April 30th, 2010 by Marianne McCann

Feel like making your voice heard? Try the new You Know, For Kids Misses Microphone!

Misses Microphone

To use, simply wear from your inventory and preface anything you want amplified with ‘/88’. Anything you say on channel 88 will be shouted in green text. So if you type in chat “/88 Hey there, good looking, we’ll be back to pick you up!”, you’ll see in chat “(your name) shouts: Hey there, good looking, we’ll be back to pick you up!”

Available at the following You Know, For Kids locations!

* Bay City – Imaginario

* Livingtree

* Inner Child Depot, booth 103 in Fletcher

* Funky Town

A fashion challenge?

April 22nd, 2010 by Marianne McCann

POPI by Eshi Otawara

Okay, this may be a self-serving post, but well… it is my blog, after all!

I love a lot of the kid clothing designers. I think my Robin Sojourner overalls are great, I’ve watched Chelsea Grigg grow into an incredible designer over the last few years, and I really like a lot of Babydoll Stardust’s designs (though I wish her jeans were, um, not so low). There are many others out there I like lots, too.

But I wish that some of the really great adult clothing designers would take a turn at doing some kid clothing in their own particular style.

I’v thought about this for a while now. I’ll see big First Life retailers release fashionable kids clothing, for example the Stella McCartney collection for Gap Kids, or L.L. Bean, or others. Stuff that real kids wear, you know?

A couple weeks ago a designer of retro style clothes shared pages of some First Life retro style clothing for adults and kids. The First Life me was all over that first category, but some of those kid outfits would be great for my avatar.

It strikes me that, aside from a small amount of victorian ware, one will be hard-pressed to find any period-specific kidware in-world. I’d love to find outfits for kids that reflect mid-century designs, or even some of the looks of the 1970s or 1980s, as an example.

i’d also love to see what some of the most talented designers in SL could do to work around the limitations of the Second Life avatar when shrunk down. What solutions would they come up for the folds in the shoulders and waist? How would they handle the “kankles,” let alone the chest issues on the female avatar (or, for that matter, the broad shoulders and “package” issues of the smaller male avatars!). They’d also need to avoid the low cuts, short skirts, and “boob shading” so common in adult avvie outfits.

So, if you are a designer who regularly creates adult clothing, who has made a name for themselves doing so — I implore you to try your hand at making some kidwear. I’ll even lend a hand, if you want.

(Thanks to Eshi Otawara for resizing one of her awesome outfits for the above photo!)

Terms of engagement

April 12th, 2010 by Marianne McCann

At long last, sexual ageplay is spelled out in the Second Life Terms of Service. More than this, it makes it crystal clear that there are distinct real-world consequences to be had for those who attempt to engage in such behavior.

The terms!

In the early months of 2007, following a scathing report about sexual ageplay and the trading of real-life pedophilia in Second Life, Linden Lab decided it was in their best business interests to set policy regarding these activities.

But rather than make a bold public statement, their first action was to give owners of places catering to child avatars (both those who were involved with sexual activity with child avatars, and those who were not) a notecard telling them that they were possibly in violation of the terms of service and community standards, and could lose their assets as a result.

It was a short notecard, not much longer than that last sentence. No one knew for sure exactly what this meant Was this aimed at all child avatars, or those who were using them for decidedly non-childlike activities?

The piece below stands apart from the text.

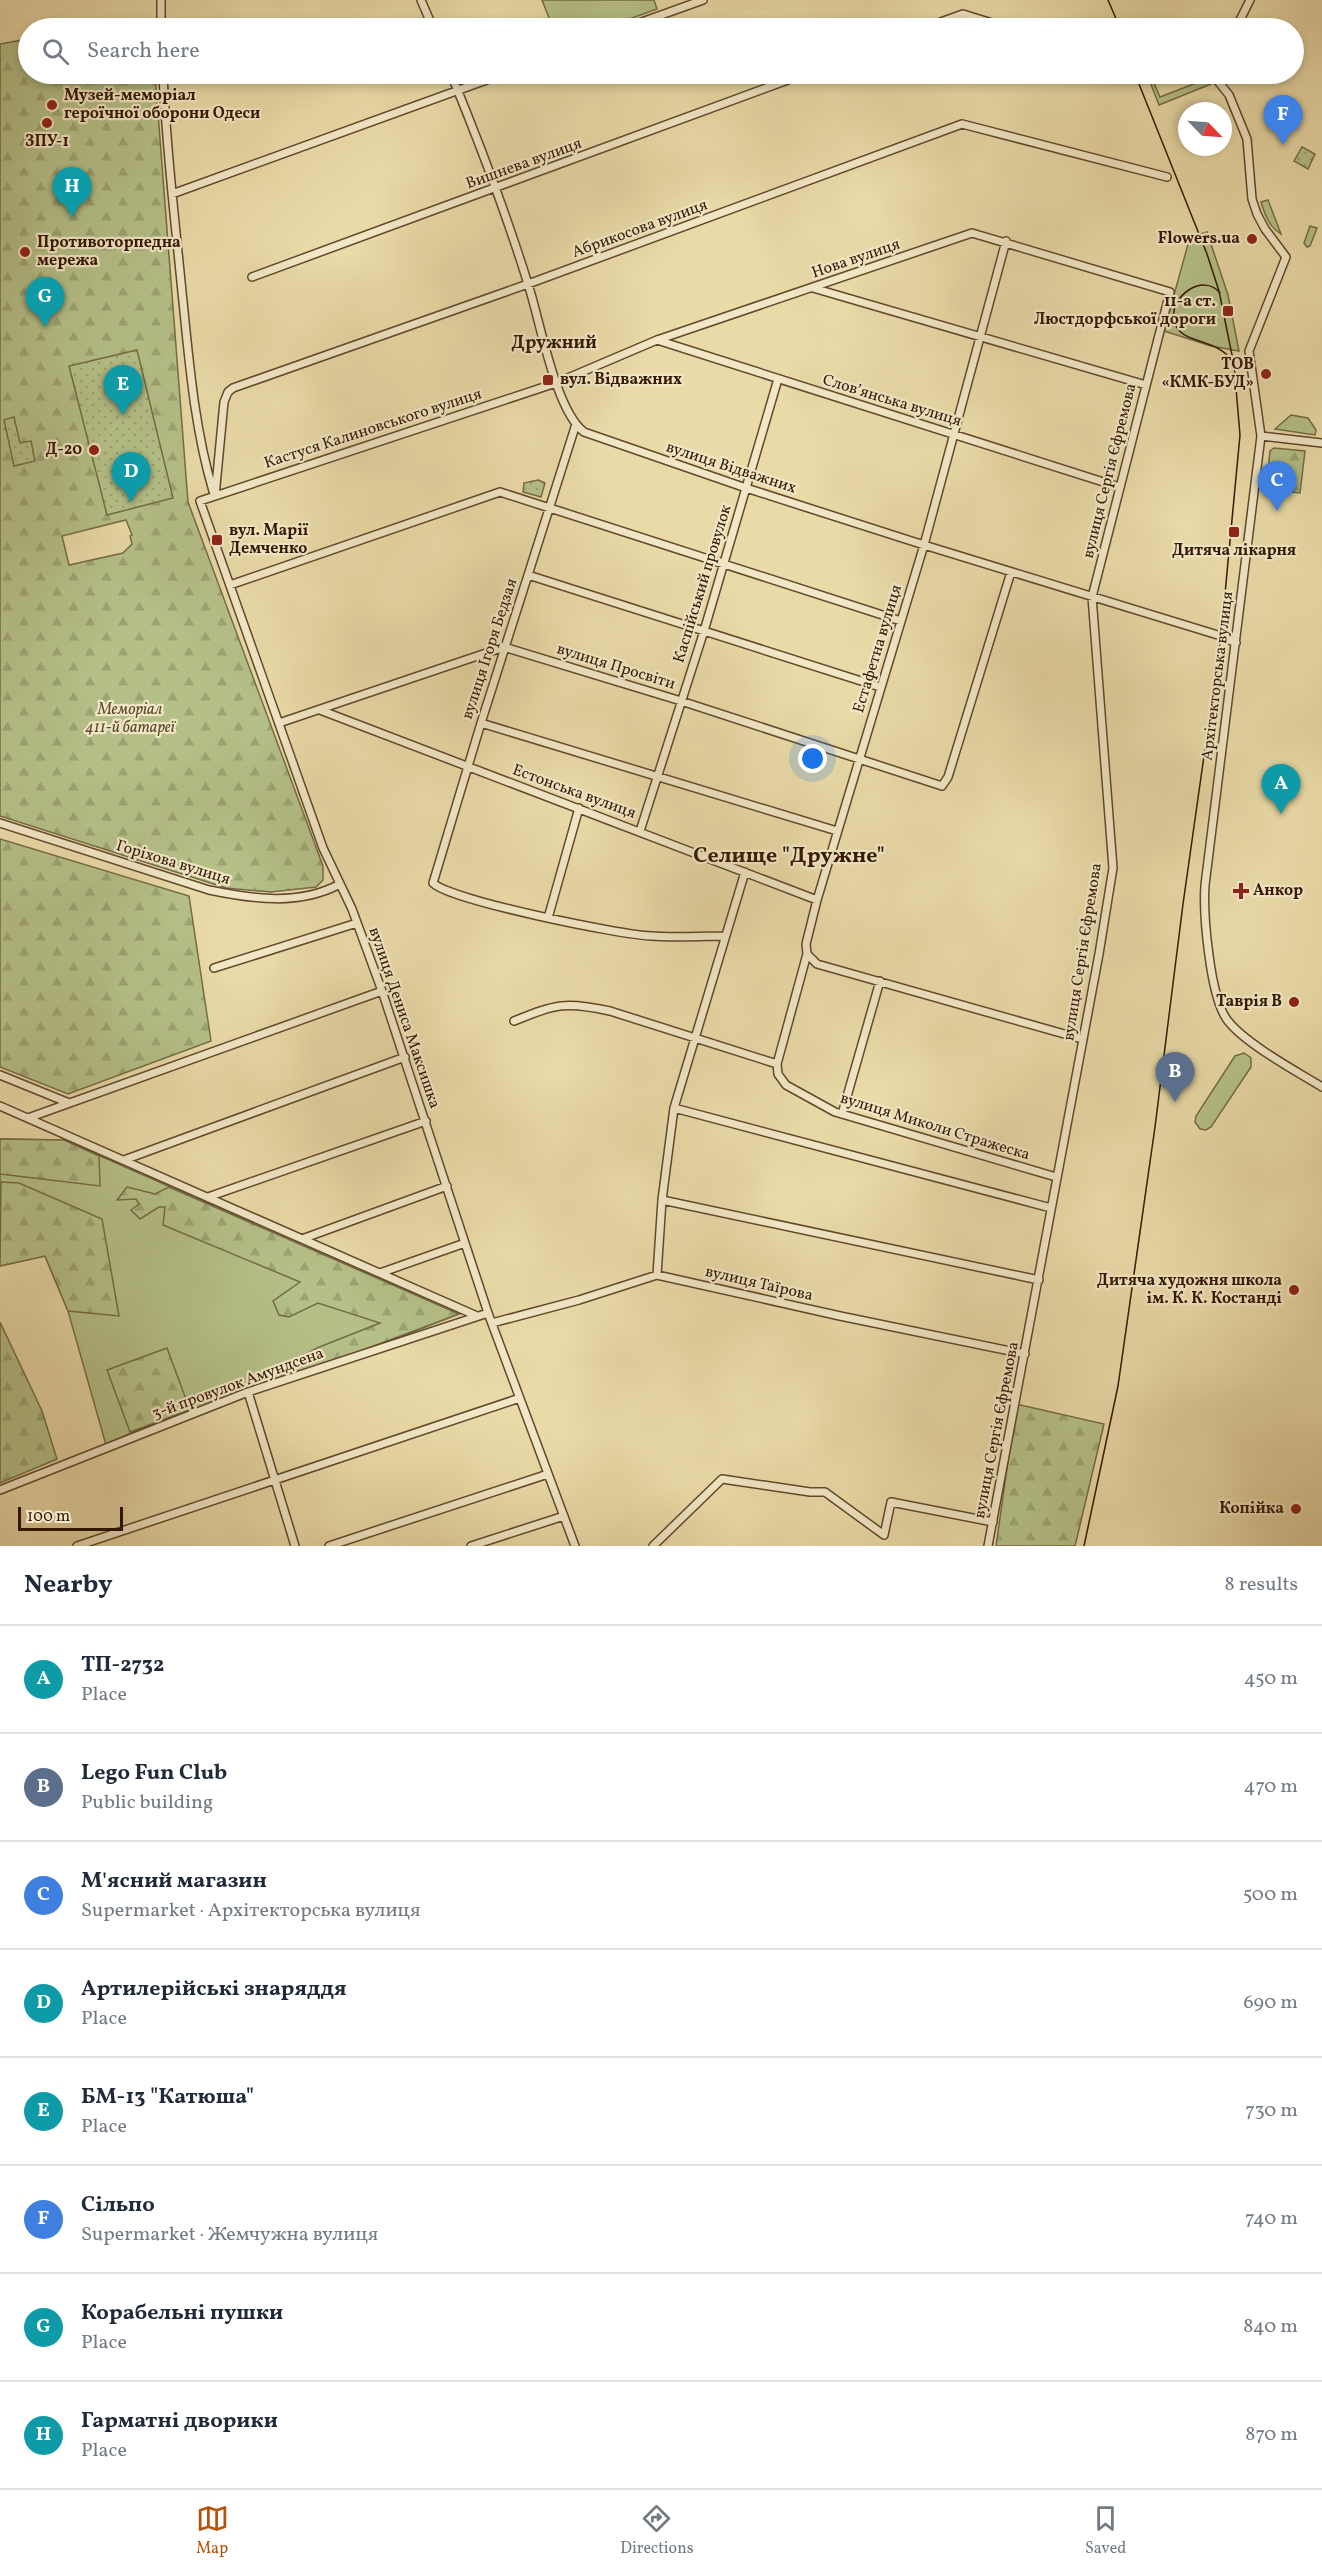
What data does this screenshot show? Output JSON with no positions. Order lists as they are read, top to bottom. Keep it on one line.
{"streets":{"street":["Вишнева вулиця","Абрикосова вулиця","Нова вулиця","Словʼянська вулиця","Кастуся Калиновського вулиця","вулиця Відважних","вулиця Сергія Єфремова","Каспійський провулок","вулиця Ігоря Бедзая","Естафетна вулиця","вулиця Просвіти","Архітекторська вулиця","Естонська вулиця","Горіхова вулиця","вулиця Дениса Максишка","вулиця Миколи Стражеска","вулиця Таїрова","3-й провулок Амундсена"]},"crossings":[["Абрикосова вулиця","Кастуся Калиновського вулиця"],["Нова вулиця","Словʼянська вулиця"],["Нова вулиця","Кастуся Калиновського вулиця"],["Нова вулиця","вулиця Сергія Єфремова"],["Нова вулиця","Естафетна вулиця"],["Словʼянська вулиця","вулиця Сергія Єфремова"],["Словʼянська вулиця","Каспійський провулок"],["Словʼянська вулиця","Естафетна вулиця"],["Кастуся Калиновського вулиця","вулиця Дениса Максишка"],["вулиця Відважних","вулиця Сергія Єфремова"],["вулиця Відважних","Каспійський провулок"],["вулиця Відважних","вулиця Ігоря Бедзая"],["вулиця Відважних","Естафетна вулиця"],["вулиця Відважних","вулиця Просвіти"],["вулиця Відважних","Архітекторська вулиця"],["вулиця Сергія Єфремова","вулиця Миколи Стражеска"],["вулиця Сергія Єфремова","вулиця Таїрова"],["Каспійський провулок","вулиця Просвіти"],["Каспійський провулок","Естонська вулиця"],["вулиця Ігоря Бедзая","вулиця Просвіти"],["вулиця Ігоря Бедзая","Естонська вулиця"],["Естафетна вулиця","вулиця Просвіти"],["Естафетна вулиця","Естонська вулиця"],["Естафетна вулиця","вулиця Миколи Стражеска"],["Горіхова вулиця","вулиця Дениса Максишка"],["вулиця Дениса Максишка","3-й провулок Амундсена"]],"districts":["Дружний","Селище \"Дружне\""],"parks":["Меморіал 411-й батареї"],"places":{"other":["Музей-меморіал героїчної оборони Одеси","ЗПУ-1","Flowers.ua","Противоторпедна мережа","ТОВ «КМК-БУД»","Д-20","Таврія В","Дитяча художня школа ім. К. К. Костанді","Копійка"],"transit":["11-а ст. Люстдорфської дороги","вул. Відважних","Дитяча лікарня","вул. Марії Демченко"],"health":["Анкор"]},"scale_bar":"100 m","north":"bottom right","page":{"search":"Search here","pins":["F","H","G","E","D","C","A","B"],"scale":"100 m","heading":["Nearby","8 results"],"list":[{"mark":"A","name":"ТП-2732","note":"Place","value":"450 m"},{"mark":"B","name":"Lego Fun Club","note":"Public building","value":"470 m"},{"mark":"C","name":"М'ясний магазин","note":"Supermarket · Архітекторська вулиця","value":"500 m"},{"mark":"D","name":"Артилерійські знаряддя","note":"Place","value":"690 m"},{"mark":"E","name":"БМ-13 \"Катюша\"","note":"Place","value":"730 m"},{"mark":"F","name":"Сільпо","note":"Supermarket · Жемчужна вулиця","value":"740 m"},{"mark":"G","name":"Корабельні пушки","note":"Place","value":"840 m"},{"mark":"H","name":"Гарматні дворики","note":"Place","value":"870 m"}],"nav":["Map","Directions","Saved"]}}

It took a bit of time and some outcry from Residents to get Linden Lab to even acknowledge that these notecards were real, and what they meant. That acknowledgement – and a later clarification – were posted to the Second Life blog. Yet even with the clarification, the wording was imprecise. Some claimed this was deliberate, providing a bit of “wiggle room” for Linden Lab to act on.

Maybe that was true, maybe not, but the language of these blog posts, coupled with the fact that these remained relegated to increasingly dusty blog entries, made it more and more difficult to find out what the rules were towards child avatars.

This cause a couple things:

1. Residents, fearing that they could lose everything by even allowing a child avatar near their land, decided to ban any avatar that even slightly resembled a child. This was usually based solely on height, which caused a lot of trouble for clearly adult avatars who were less than amazonian in height.

2. Child avatars, unsure of what the rues were, grew increasingly insular, and would often panic out of fear of rumors and perceived tightening of the rules.

3. Witch hunting formed as people assumed that all child avatars were real-life pedophiles and deviants. This is still an issue.

4. Real perverts and pedophiles would come into SL after hearing that there was sexual ageplay here and would not see any mention of rules against it in the terms of service, meaning that the kid avatars had to bear the burden of “educating” these sorts — if they bothered to do so after giving them a swift eject.

Finally, three years after that initial notecard, these rules are in the Terms of Service, and made very plain. To quote:

“You agree that you will not…. Post, display or transmit any material, object or text that encourages, represents, or facilitates sexual “age play,” i.e., using child-like avatars in a sexualized manner. This activity is grounds for immediate termination. You may review our full Age Play Policy here. You understand and agree that we may report any and all such incidents — and any and all of your corresponding personal information — to any authorities we deem appropriate, whether or not it in and of itself violates the law of your (or any) jurisdiction.”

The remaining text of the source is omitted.